C.      Peranan Guru Menurut Filsafat Pragmatisme
Dalam Pragmatisme, belajar selalu dipertimbangkan untuk menjadi seorang individu. Dalam pembelajaran peranan guru bukan “menuangkan” pengetahuannya kepada siswa, sebab upaya tersebut merupakan upaya tak berbuah. Sewajarnya, setiap apa yang siswa pelajari sesuai dengan kebutuhan-kebutuhan, minat-minat dan masalah pribadinya. Dengan kata lain isi pengetahuan tidak bertujuan dalam dirinya sendiri, melainkan bermakna untuk suatu  tujuan. Dengan demikian seorang siswa yang menghadapi suatu pemasalahan akan mungkin untuk merekonstruksi lingkungannya untuk memecahkan kebutuhan yang dirasakannya. Untuk membantu siswa, guru harus berperan :
·      Menyediakan berbagai pengalaman yang akan memunculkan motivasi. Field Trips, film-film, catatan-catatan, dan tamu ahli merupakan contoh-contoh aktifitas yang dirancang untuk memunculkan minat siswa terhadap permasalah penting;
·      Membimbing siswa untuk merumuskan batasan masalah secara spesifik;
·      Membimbing merencanakan tujuan-tujuan individual dan kelompok dalam kelas untuk digunakan dalam memecahkan masalah;
·      Membantu para siswa dalam mengumpulkan informasi berkenaan dengan masalah. Secara esensial, guru melayani para siswa sebagai pembimbing dengan memperkenalkan keterampilan, pemahaman-pemahaman, pengetahuan dan penghayatan-penghayatan melalui penggunaan buku-buku, komposisi-komposisi, surat-surat, narasumber, film-film, field trips, televisi atau segala sesuatu yang tepat digunakan;
·      Bersama-sama kelas mengevaluasi apa yang telah dipelajari; bagaimana mereka mempelajarinya; dan informasi baru apa yang setiap siswa temukan oleh dirinya (Callahan and Clark, 1983).
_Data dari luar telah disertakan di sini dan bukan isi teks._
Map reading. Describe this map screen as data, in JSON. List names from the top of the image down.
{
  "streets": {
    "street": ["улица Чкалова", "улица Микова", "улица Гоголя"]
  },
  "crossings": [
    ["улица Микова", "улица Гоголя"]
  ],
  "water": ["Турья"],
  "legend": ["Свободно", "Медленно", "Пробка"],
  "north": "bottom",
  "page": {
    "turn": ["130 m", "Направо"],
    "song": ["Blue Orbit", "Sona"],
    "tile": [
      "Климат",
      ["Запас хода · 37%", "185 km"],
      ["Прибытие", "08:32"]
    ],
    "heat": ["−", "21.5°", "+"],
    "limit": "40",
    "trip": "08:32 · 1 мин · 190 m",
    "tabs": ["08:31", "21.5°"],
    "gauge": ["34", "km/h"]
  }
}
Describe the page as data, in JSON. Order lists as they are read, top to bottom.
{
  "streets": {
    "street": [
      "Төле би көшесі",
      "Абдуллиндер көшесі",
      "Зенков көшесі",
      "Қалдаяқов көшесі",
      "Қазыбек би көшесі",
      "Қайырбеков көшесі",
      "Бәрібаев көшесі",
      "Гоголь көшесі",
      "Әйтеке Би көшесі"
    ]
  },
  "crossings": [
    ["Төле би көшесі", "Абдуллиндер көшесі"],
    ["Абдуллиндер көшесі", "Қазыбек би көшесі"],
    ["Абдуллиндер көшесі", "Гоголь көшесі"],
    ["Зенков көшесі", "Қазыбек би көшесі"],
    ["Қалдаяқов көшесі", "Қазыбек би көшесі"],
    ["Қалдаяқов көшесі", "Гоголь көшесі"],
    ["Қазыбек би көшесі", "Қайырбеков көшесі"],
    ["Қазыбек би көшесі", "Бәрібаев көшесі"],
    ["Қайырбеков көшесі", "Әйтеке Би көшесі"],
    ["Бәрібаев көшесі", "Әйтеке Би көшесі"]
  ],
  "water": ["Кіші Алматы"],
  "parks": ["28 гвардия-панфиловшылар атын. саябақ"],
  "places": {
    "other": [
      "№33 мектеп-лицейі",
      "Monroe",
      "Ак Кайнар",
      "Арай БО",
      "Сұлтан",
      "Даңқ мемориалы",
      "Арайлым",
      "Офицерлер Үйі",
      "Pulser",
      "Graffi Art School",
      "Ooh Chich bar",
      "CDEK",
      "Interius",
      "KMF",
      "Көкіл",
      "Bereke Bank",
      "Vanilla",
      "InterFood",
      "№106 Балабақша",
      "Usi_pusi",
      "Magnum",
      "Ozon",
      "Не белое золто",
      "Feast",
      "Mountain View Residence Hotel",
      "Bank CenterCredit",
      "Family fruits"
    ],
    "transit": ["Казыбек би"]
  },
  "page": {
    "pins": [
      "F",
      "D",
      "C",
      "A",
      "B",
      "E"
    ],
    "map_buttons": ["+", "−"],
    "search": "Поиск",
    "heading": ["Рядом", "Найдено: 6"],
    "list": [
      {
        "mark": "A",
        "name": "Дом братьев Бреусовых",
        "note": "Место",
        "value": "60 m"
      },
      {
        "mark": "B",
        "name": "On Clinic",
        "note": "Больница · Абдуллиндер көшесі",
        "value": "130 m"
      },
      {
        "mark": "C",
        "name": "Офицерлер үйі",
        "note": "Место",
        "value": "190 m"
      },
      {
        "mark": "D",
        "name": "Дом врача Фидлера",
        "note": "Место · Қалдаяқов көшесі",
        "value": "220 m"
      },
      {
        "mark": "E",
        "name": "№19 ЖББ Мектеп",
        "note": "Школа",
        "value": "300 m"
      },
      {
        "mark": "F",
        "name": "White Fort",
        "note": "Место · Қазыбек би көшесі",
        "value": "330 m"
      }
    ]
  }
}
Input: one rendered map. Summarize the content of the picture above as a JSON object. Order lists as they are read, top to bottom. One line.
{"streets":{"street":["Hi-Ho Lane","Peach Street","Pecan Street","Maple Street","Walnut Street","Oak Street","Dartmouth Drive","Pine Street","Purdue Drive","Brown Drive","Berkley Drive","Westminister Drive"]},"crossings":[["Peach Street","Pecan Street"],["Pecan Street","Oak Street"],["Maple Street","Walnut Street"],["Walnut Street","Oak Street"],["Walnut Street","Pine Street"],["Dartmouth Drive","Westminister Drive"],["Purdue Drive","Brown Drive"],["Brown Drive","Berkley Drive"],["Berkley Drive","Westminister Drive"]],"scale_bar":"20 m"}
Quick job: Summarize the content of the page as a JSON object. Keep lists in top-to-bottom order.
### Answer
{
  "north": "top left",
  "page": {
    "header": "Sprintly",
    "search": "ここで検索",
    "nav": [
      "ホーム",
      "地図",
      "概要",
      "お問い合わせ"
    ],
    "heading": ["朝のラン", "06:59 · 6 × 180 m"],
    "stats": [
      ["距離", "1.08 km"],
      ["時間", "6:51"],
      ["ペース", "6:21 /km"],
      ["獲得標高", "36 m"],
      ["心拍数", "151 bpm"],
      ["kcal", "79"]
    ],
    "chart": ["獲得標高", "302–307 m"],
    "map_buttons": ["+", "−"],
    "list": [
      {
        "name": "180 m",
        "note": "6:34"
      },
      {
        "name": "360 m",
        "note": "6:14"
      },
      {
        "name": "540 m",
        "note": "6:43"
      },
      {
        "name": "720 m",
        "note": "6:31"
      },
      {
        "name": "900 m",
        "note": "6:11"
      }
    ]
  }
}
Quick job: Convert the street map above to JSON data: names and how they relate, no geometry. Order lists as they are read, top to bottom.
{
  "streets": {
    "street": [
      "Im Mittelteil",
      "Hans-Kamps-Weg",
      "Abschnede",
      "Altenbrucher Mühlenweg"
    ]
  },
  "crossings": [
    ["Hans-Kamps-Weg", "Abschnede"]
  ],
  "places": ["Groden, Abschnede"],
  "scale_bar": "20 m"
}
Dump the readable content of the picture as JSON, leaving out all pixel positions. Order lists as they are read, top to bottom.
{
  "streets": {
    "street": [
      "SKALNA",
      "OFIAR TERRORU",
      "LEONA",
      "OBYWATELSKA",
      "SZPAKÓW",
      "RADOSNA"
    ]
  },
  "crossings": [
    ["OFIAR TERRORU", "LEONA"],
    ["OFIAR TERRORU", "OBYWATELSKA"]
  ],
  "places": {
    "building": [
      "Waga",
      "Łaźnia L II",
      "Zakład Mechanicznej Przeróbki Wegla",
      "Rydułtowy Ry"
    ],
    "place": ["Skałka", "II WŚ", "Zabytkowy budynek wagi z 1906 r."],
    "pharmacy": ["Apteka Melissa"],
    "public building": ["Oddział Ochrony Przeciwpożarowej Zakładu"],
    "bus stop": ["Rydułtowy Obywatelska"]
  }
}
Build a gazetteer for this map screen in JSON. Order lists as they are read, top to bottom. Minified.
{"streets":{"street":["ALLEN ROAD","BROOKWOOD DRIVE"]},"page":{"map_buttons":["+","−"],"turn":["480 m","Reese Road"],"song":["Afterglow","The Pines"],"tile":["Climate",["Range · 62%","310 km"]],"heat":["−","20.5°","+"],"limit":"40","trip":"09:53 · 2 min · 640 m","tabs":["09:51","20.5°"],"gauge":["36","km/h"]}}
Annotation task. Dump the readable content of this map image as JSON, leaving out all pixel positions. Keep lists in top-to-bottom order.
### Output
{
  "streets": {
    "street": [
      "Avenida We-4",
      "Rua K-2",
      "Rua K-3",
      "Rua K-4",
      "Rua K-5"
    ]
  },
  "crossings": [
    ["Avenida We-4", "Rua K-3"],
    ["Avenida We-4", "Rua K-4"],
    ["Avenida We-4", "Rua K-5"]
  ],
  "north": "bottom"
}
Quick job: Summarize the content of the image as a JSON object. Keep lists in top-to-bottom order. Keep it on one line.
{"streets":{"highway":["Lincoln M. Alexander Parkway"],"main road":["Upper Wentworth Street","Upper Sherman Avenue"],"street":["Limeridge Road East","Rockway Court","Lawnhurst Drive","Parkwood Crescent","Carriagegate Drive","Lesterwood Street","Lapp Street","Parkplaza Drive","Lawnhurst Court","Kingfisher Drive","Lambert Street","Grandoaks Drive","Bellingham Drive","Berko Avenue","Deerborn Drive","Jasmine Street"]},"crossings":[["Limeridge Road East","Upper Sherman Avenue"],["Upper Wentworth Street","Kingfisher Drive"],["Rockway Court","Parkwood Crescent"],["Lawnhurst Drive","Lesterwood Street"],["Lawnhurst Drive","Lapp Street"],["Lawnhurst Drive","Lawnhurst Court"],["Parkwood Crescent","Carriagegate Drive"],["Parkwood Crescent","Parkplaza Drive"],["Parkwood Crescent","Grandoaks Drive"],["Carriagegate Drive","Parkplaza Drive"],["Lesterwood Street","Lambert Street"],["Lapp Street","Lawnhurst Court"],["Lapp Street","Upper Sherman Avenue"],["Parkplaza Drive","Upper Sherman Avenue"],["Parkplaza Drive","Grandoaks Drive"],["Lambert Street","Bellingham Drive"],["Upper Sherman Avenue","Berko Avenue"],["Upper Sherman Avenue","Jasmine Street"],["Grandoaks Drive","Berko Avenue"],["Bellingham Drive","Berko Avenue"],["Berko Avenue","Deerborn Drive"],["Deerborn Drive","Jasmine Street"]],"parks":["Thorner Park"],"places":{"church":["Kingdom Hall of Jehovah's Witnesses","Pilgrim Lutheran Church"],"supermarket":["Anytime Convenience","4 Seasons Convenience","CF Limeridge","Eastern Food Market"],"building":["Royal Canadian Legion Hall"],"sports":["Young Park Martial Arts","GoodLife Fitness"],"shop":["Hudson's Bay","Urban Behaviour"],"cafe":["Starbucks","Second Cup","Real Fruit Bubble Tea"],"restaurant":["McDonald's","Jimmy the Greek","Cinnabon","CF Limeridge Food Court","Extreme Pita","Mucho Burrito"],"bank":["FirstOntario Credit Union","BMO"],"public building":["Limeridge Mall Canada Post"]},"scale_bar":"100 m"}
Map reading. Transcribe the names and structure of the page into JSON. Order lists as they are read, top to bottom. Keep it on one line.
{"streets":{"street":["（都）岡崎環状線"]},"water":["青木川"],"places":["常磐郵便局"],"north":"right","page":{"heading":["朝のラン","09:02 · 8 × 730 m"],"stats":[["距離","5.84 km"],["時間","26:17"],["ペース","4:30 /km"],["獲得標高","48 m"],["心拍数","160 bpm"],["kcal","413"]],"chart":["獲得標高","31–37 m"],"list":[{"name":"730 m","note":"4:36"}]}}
Edward J. Power (1982) menyimpulkan pandangan pragmatisme bahwa siswa merupakan organisme yang rumit yang mempunyai kemampuan luarbiasa untuk tumbuh; sedangkan guru berperanan untuk memimpin dan membimbing pengalaman belajar tanpa ikut campur terlalu jauh atas minat dan kebutuhan siswa.
Mengacu kepada prinsip bahwa segala sesuatu terus berubah, prinsip bahwa pengetahuan terbaik yang diperoleh melalui eksperimentasi ilmiah juga selalu berubah dan bersifat relatif, dan prinsip-prinsip relativisme nilai-nilai, maka Callahan and Clark (1983) menyimpulkan orientasi pendidikan pragmatisme adalah Progresivisme. Artinya pendidikan pragmatisme menolak segala bentuk formalisme yang berlebihan dan membosankan dari pendidikan sekolah yang tradisional. Anti tehadap otoritarianisme dan absolutisme dalam berbagai bidang kehidupan, terutama dalam berbagai bidang kehidupan agama, moral, sosial, politik, dan ilmu pengetahuan. Sebaliknya, pendidikan Pragmatisme dipandang memiliki kekuatan demi terjadinya perubahan sosial dan kebudayaan melalui penekanan perkembangan individual peserta didik. Selain itu Callahan and Clark (1983) memandang rekonstrukionisme adalah variasi dari progresivisme, yaitu suatu orientasi pendidikan yang ingin merombak tata susunan kebudayaan lama, dan membangun tata susunan kebudayaan baru melalui pendidikan/sekolah. Perbedaannya dengan progresivisme yaitu bahwa rekonstruksionisme tidak menekankan perubahan masyarakat dan kebudayaan melalui perkembangan individual siswa (child centered), melainkan melalui rekayasa sosial dengan jalan pendidikan atau sekolah.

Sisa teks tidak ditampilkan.